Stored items
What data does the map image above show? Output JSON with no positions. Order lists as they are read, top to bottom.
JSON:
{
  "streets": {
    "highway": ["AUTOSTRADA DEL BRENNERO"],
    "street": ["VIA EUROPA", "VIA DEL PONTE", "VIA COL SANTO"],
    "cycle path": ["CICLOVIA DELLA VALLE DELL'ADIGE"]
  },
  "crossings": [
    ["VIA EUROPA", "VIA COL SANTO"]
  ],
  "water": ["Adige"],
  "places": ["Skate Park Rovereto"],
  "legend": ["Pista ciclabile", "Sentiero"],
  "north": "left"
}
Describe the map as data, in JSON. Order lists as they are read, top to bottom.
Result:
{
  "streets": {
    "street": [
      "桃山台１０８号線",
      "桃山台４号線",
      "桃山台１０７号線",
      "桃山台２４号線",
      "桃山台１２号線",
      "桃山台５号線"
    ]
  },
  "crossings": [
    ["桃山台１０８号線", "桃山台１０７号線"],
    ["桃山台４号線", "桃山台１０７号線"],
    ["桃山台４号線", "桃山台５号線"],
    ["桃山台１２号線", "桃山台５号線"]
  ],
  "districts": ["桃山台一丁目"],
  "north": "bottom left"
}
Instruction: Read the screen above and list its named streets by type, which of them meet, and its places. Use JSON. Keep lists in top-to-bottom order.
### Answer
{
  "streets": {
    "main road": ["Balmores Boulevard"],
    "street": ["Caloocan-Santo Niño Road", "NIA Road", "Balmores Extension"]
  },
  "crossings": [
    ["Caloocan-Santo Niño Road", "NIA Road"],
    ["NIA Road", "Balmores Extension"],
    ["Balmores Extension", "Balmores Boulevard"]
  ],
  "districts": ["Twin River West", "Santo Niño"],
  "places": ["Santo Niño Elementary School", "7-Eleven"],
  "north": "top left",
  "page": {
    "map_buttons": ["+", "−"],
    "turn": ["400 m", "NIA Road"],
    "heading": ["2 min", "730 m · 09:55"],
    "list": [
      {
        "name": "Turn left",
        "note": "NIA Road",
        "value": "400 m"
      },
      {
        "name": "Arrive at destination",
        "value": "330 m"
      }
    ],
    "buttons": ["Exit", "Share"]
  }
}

- _Exercise instructions_:
Copy each line above that contains the word "they".

- _Response_:
What data does the map image above show? Output JSON with no positions. Order lists as they are read, top to bottom.
Describe the map as data, in JSON. Order lists as they are read, top to bottom.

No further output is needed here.